Vol. 8, No. 25 Week of June 22, 2003

Gas authority board selects chair, begins search for CEO

Kristen Nelson

Petroleum News editor-in-chief

The board of the Alaska Natural Gas Authority held its first meeting June 16 in Anchorage, selected Andy Warwick of Fairbanks as chairman and Scott Heyworth of Anchorage as vice chairman, voted to advertise for a chief executive officer for the authority and scheduled its next meeting for July 7. Some members of the group also said they planned to be in Valdez June 28 to hear a presentation by gas buyers from the Asian market.

The authority, established by ballot initiative 3 in November’s general election, is charged with designing, constructing, operating and maintaining a natural gas pipeline system from the North Slope to Prince William Sound. The board is also authorized to market and ship gas.

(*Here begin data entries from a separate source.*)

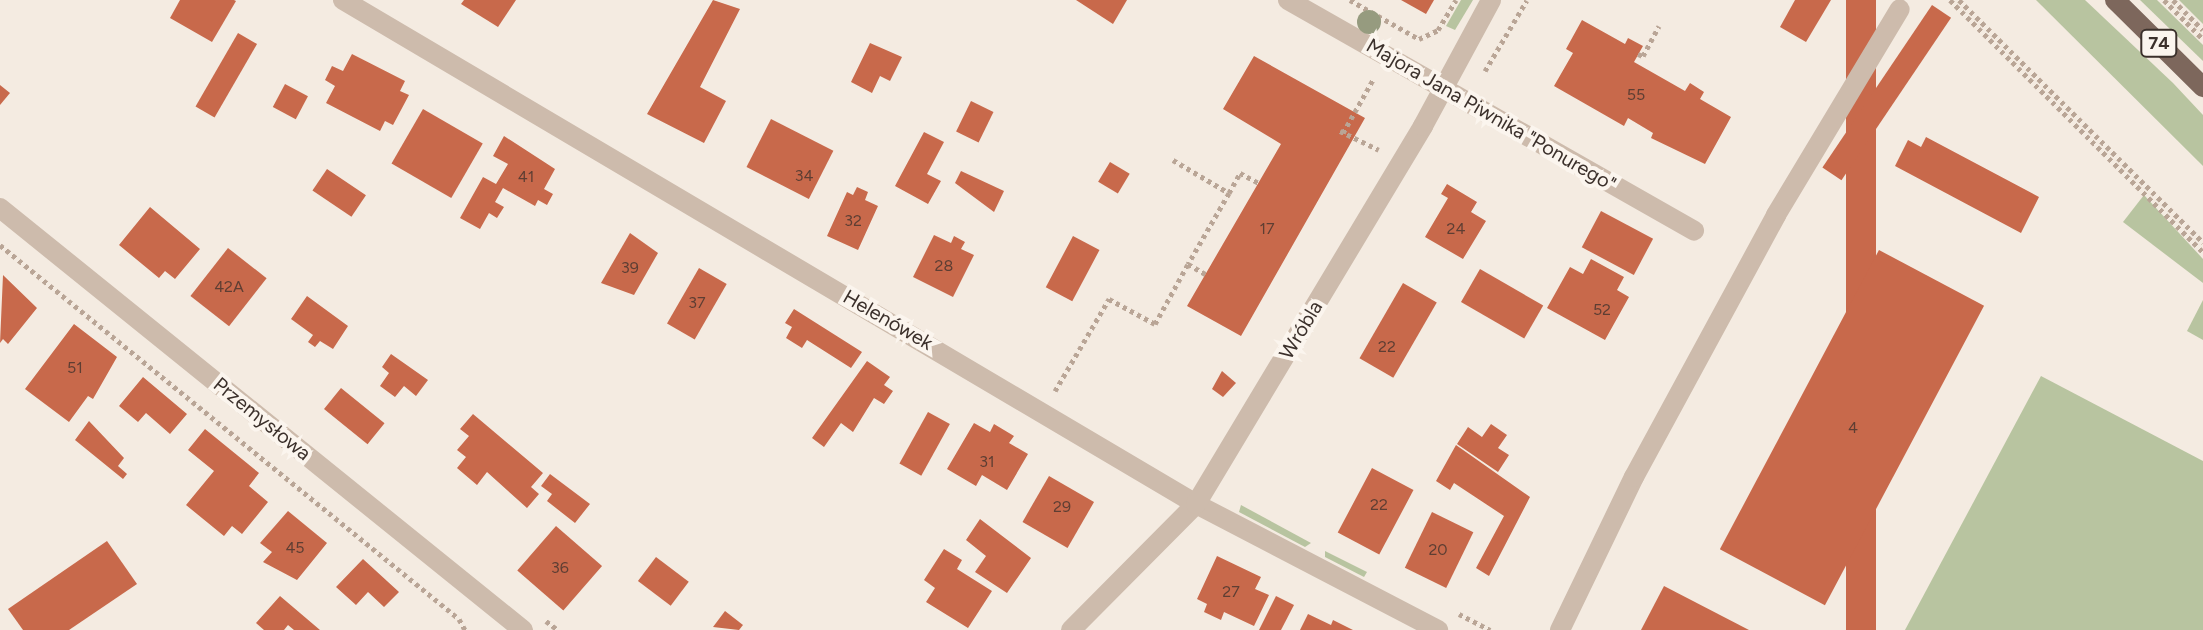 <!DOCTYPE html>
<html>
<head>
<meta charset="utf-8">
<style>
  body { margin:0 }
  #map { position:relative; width:2203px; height:630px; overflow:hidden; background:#f4ebe1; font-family:Figtree,sans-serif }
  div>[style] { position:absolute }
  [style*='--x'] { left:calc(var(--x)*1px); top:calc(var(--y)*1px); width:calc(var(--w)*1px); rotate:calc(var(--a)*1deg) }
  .green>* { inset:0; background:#b8c4a0 }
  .building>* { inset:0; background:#c8694b; transform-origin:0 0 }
  .path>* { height:5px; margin-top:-2.5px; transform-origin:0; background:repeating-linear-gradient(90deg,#b9a596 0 4px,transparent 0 8px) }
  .minor>* { height:20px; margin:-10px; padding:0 10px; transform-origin:10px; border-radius:10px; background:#cdbbac }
  .major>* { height:20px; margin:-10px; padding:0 10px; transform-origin:10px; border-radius:10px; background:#7d675c }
  .trees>* { width:24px; height:24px; margin:-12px; border-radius:50%; background:#969b7f }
  span { translate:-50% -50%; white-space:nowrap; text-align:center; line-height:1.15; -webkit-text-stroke:8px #fbf5ee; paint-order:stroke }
  .number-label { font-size:16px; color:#5e3e33 }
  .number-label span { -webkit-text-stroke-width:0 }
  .shield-label span { padding:2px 6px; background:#fbf5ee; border:2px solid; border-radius:6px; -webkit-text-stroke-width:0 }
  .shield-label { font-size:18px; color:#3b302b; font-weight:700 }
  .street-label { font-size:20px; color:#3b302b }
</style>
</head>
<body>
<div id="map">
  <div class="green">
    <i style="clip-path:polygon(1461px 0,1473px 0,1455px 30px,1446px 26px)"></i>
    <i style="clip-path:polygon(2036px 0,2085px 0,2173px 83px,2203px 115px,2203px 166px)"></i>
    <i style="clip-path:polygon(2140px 0,2157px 0,2203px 45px,2203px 61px)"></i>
    <i style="clip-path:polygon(2179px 0,2203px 0,2203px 24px)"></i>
    <i style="clip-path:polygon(2144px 195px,2203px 259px,2203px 283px,2123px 222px)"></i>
    <i style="clip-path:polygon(2203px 300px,2203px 340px,2187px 331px)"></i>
    <i style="clip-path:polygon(2041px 376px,2203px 461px,2203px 630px,1905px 630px)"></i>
    <i style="clip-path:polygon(1241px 505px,1311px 543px,1305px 547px,1239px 512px)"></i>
    <i style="clip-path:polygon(1325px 551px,1367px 572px,1364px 577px,1325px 557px)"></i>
  </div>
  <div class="building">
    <i style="clip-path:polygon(180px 0,234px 0,236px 1px,212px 42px,170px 18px)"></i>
    <i style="clip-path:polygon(464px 0,516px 0,498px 27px,461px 4px)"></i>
    <i style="clip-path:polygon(713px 0,740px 9px,700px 87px,726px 101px,704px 143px,647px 114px)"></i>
    <i style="clip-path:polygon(1076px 0,1127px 0,1113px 24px)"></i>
    <i style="clip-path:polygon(1401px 0,1434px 0,1426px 14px)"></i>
    <i style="clip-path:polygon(1795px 0,1831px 0,1806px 42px,1780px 27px)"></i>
    <i style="left:1846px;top:0;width:30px;height:678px"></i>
    <i style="left:1932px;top:5px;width:23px;height:196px;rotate:34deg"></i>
    <i style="clip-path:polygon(1582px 20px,1625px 44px,1628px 38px,1643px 46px,1634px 62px,1685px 91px,1690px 83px,1704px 92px,1700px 99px,1731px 117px,1705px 164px,1651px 138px,1653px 133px,1628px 118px,1624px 126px,1554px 86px,1573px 53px,1566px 49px)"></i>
    <i style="left:238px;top:33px;width:22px;height:85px;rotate:30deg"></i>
    <i style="clip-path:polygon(870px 43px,902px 57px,890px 81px,880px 76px,872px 93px,851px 82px)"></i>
    <i style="clip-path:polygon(352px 54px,405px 81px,400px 91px,409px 95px,393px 125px,385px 121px,380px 131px,326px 103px,335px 86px,325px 80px,332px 66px,343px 71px)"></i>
    <i style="clip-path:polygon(1254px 56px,1365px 118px,1241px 336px,1187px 306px,1281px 144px,1223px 109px)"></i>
    <i style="left:285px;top:84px;width:26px;height:26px;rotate:28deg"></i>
    <i style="clip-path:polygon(0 85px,10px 93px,0 105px)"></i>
    <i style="left:971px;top:101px;width:25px;height:34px;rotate:26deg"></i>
    <i style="left:423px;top:109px;width:69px;height:63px;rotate:30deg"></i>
    <i style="left:771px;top:119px;width:70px;height:54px;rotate:27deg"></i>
    <i style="clip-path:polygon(924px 132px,944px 142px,927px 174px,941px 181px,928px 204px,895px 186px)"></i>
    <i style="clip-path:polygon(504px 136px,555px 169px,544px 189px,553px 194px,547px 205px,538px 200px,535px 206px,503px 188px,495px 202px,504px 207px,497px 218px,489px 213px,480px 229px,460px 218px,483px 177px,496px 184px,508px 164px,493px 156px)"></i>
    <i style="clip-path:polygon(1926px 137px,2039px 197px,2021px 233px,1895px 166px,1908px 140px,1921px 147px)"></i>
    <i style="left:1110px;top:162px;width:23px;height:23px;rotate:31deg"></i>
    <i style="left:327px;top:169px;width:47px;height:26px;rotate:34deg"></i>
    <i style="clip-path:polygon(961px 171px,1004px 191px,994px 212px,955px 183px)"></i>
    <i style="clip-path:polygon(1447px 184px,1477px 202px,1471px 212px,1486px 221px,1463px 259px,1425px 237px,1448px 198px,1441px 194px)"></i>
    <i style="clip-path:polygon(857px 187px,868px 192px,865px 200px,878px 206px,858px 250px,827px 236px,847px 192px,853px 195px)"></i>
    <i style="clip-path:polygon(150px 207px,200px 249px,175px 279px,165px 271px,159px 278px,119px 245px)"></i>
    <i style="left:1601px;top:211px;width:59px;height:41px;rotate:28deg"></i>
    <i style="clip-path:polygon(630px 233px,658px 253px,634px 295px,601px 283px)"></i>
    <i style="clip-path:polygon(934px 235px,951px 243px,954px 236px,965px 242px,961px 249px,974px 255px,953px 297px,913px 277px)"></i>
    <i style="left:1073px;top:236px;width:30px;height:58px;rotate:28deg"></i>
    <i style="left:228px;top:248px;width:49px;height:61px;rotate:38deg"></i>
    <i style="left:1879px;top:250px;width:119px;height:339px;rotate:28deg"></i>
    <i style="clip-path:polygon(1591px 259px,1624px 277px,1617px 290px,1629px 297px,1605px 340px,1547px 308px,1570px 267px,1583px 274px)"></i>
    <i style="left:699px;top:268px;width:32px;height:64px;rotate:30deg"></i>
    <i style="left:1480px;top:269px;width:73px;height:38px;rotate:30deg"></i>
    <i style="clip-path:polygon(3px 275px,37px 308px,8px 344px,3px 339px,0 343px)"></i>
    <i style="left:1403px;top:283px;width:39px;height:87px;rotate:30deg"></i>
    <i style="clip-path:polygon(307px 296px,348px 326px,333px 349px,320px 341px,315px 347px,308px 342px,313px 335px,291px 319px)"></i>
    <i style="clip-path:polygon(794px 309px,862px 352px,851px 368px,807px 340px,802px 348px,786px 338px,792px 327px,785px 323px)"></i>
    <i style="clip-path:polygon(74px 324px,117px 357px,93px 399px,88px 396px,69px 422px,25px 389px)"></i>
    <i style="clip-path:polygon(391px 354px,428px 380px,416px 396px,404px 386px,395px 397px,380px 386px,389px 373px,382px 367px)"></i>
    <i style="clip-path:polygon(867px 361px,890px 377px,884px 385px,893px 391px,884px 404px,874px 398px,853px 432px,841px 423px,824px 447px,812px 438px)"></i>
    <i style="clip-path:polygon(1222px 371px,1236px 383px,1223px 397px,1212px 389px)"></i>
    <i style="clip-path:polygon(143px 377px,187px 414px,170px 434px,146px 413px,138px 422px,119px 406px)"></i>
    <i style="left:341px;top:388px;width:56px;height:27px;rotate:39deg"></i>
    <i style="left:928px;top:412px;width:25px;height:59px;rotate:29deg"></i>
    <i style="clip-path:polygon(473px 414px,543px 473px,531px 487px,539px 494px,527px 508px,487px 472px,477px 485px,457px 468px,466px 457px,457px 450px,469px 436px,460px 429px)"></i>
    <i style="clip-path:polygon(89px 421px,124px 458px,118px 466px,127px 474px,123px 479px,75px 440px)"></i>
    <i style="clip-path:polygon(974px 423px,990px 432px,994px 424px,1014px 436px,1009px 443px,1028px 454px,1007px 490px,982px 475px,976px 486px,947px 469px)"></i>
    <i style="clip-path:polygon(1491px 424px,1507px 435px,1498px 448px,1509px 455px,1498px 472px,1457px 444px,1468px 427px,1482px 437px)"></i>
    <i style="clip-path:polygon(205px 429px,259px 473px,249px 486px,268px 502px,242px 534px,232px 526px,224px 536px,186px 505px,214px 471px,188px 450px)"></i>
    <i style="clip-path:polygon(1456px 445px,1530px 497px,1489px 576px,1476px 568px,1504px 516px,1454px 483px,1450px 490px,1436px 481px)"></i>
    <i style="left:1372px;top:468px;width:47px;height:73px;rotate:28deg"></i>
    <i style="clip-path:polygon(550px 474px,590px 504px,575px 523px,547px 501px,552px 494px,541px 486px)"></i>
    <i style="left:1049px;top:476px;width:52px;height:53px;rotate:30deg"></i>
    <i style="clip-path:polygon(288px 511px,327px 543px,297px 580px,263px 562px,272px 552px,260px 543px)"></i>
    <i style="left:1432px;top:512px;width:46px;height:62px;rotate:26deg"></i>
    <i style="clip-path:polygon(980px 519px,1031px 558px,1007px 593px,975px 572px,986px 556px,966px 540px)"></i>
    <i style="left:556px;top:526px;width:61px;height:59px;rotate:41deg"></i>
    <i style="clip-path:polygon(107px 541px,137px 584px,69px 630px,23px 630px,8px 609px)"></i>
    <i style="clip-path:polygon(944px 549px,962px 560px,957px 569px,992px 591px,968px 628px,926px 602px,935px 588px,924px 580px)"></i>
    <i style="clip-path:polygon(1217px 556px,1261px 577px,1255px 589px,1269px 595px,1254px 626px,1224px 612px,1221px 620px,1204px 612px,1207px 604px,1197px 599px)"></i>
    <i style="left:656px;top:557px;width:41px;height:30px;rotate:37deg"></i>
    <i style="clip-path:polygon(363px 559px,399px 592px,384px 607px,368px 592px,356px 605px,336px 587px)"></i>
    <i style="clip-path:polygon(1664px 586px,1749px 630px,1641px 630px)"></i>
    <i style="clip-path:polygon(280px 596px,320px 630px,294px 630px,288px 625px,284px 630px,264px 630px,256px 623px)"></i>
    <i style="clip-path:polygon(1276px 596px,1294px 605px,1281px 630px,1259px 630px)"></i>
    <i style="clip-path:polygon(725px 611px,743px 625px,739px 630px,713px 627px)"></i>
    <i style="clip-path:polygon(1308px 614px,1331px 625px,1333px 620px,1353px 630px,1300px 630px)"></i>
  </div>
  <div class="path">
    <i style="--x:1350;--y:0;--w:79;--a:29.5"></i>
    <i style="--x:1419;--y:39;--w:21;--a:-25"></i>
    <i style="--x:1438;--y:30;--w:35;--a:-59"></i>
    <i style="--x:1950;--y:0;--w:357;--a:44.9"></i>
    <i style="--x:1959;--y:0;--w:344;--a:44.8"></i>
    <i style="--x:2164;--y:0;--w:55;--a:45"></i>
    <i style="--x:2173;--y:0;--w:42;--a:45"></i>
    <i style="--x:1638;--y:54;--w:5;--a:22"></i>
    <i style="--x:1643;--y:56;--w:34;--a:-62"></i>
    <i style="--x:1485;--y:71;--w:82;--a:-59.4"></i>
    <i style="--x:1340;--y:131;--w:43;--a:26"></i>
    <i style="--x:1343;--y:133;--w:63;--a:-60.6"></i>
    <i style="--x:1173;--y:160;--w:65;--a:30.5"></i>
    <i style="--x:1229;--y:193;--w:82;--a:120"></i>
    <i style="--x:1229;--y:193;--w:23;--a:-61"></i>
    <i style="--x:1240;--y:173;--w:21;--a:28"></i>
    <i style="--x:0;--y:245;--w:592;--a:39.17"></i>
    <i style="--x:459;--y:619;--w:13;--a:61"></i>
    <i style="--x:1055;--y:391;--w:107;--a:-59.6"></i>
    <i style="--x:1109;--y:299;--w:52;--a:28.5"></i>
    <i style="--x:1155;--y:324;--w:68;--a:-61.2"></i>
    <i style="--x:1188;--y:264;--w:22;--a:30"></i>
    <i style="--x:1459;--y:614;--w:35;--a:27"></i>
    <i style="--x:546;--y:621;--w:15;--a:37"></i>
  </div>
  <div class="minor">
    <i style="--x:343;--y:0;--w:991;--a:30.58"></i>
    <i style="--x:1196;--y:504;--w:273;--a:27.5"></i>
    <i style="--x:1288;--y:0;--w:467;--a:29.6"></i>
    <i style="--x:0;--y:208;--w:672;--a:38.9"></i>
    <i style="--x:1071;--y:630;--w:177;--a:-45.2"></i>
    <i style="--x:1196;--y:504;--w:441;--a:-59"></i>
    <i style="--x:1423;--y:126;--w:143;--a:-61.6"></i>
    <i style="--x:1560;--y:630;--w:170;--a:-64.2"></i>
    <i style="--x:1634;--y:477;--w:298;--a:-61.5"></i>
    <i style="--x:1776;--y:215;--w:240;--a:-59"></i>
  </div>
  <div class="major">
    <i style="--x:2115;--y:0;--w:124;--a:44.7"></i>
  </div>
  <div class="trees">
    <i style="left:1369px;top:22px"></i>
  </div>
  <div class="number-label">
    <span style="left:1636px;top:95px">55</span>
    <span style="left:804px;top:176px">34</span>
    <span style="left:526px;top:177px">41</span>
    <span style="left:853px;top:221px">32</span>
    <span style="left:1267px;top:229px">17</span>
    <span style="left:1456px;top:229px">24</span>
    <span style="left:944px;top:266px">28</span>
    <span style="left:630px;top:268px">39</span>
    <span style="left:229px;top:287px">42A</span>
    <span style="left:697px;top:303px">37</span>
    <span style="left:1602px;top:310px">52</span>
    <span style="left:1387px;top:347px">22</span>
    <span style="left:75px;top:368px">51</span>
    <span style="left:1853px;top:428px">4</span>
    <span style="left:987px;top:462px">31</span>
    <span style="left:1379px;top:505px">22</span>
    <span style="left:1062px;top:507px">29</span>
    <span style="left:295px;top:548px">45</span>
    <span style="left:1438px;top:550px">20</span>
    <span style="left:560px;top:568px">36</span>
    <span style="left:1231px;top:592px">27</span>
  </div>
  <div class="shield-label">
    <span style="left:2159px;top:43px">74</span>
  </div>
  <div class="street-label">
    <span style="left:1491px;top:115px;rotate:30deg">Majora Jana Piwnika "Ponurego"</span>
    <span style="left:888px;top:320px;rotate:30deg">Helenówek</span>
    <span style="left:1301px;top:330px;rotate:-59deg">Wróbla</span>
    <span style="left:262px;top:419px;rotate:39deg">Przemysłowa</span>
  </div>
</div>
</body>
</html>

The board heard a presentation from Yukon Pacific (see story page 4) and a preliminary report from Harold Heinze on a work plan he prepared under a contract with the administration.

Steve Porter, deputy commission of the Alaska Department of Revenue, reviewed the board’s authority and funding, and suggested Warwick, a former commissioner of the Department of Administration, as temporary chair. The board later selected Warwick as chair. Heyworth, selected as vice chair, led the public campaign for passage of ballot measure 3.

In addition to Warwick and Heyworth, board members include: Warren Christian of Anchorage, David Cuddy of Anchorage, Bob Favretto of Kenai, John Kelsey of Valdez and Dan Sullivan of Anchorage.

Goal: development

The board has until June 16, 2004 — a year from its first meeting — to produce a development plan.

The board discussed what it was looking for in a CEO, including stature, knowledge, the ability to assemble information and the ability to work with the administration.

The board was allocated only $150,000, and Warwick said the CEO needs to be someone who can come up with a proposal to go to the governor and Legislature for additional funding.

There was some board discussion about asking for information or presentations from the companies who own North Slope gas.

Kelsey is a member of the port authority board and he said the port authority has offered the North Slope producers 50 cents and 75 cents for gas. What it boils down to, Kelsey said, is that there is no requirement in state leases that the gas be developed, which means the leaseholders have no incentive to move forward with gas commercialization.

Heinze said that if the Alaska Stranded Gas Development Act negotiations are successful and the gas pipeline to the Lower 48 is built, the authority could do other things. If the negotiations fail, he said, the authority has the capability to bring the project to market.

Porter commented that a number of years ago when he was in the oil and gas industry there were three projects being discussed, two very robust and one an also-ran. Neither of the top two projects worked out, he said. The also-ran was Alpine.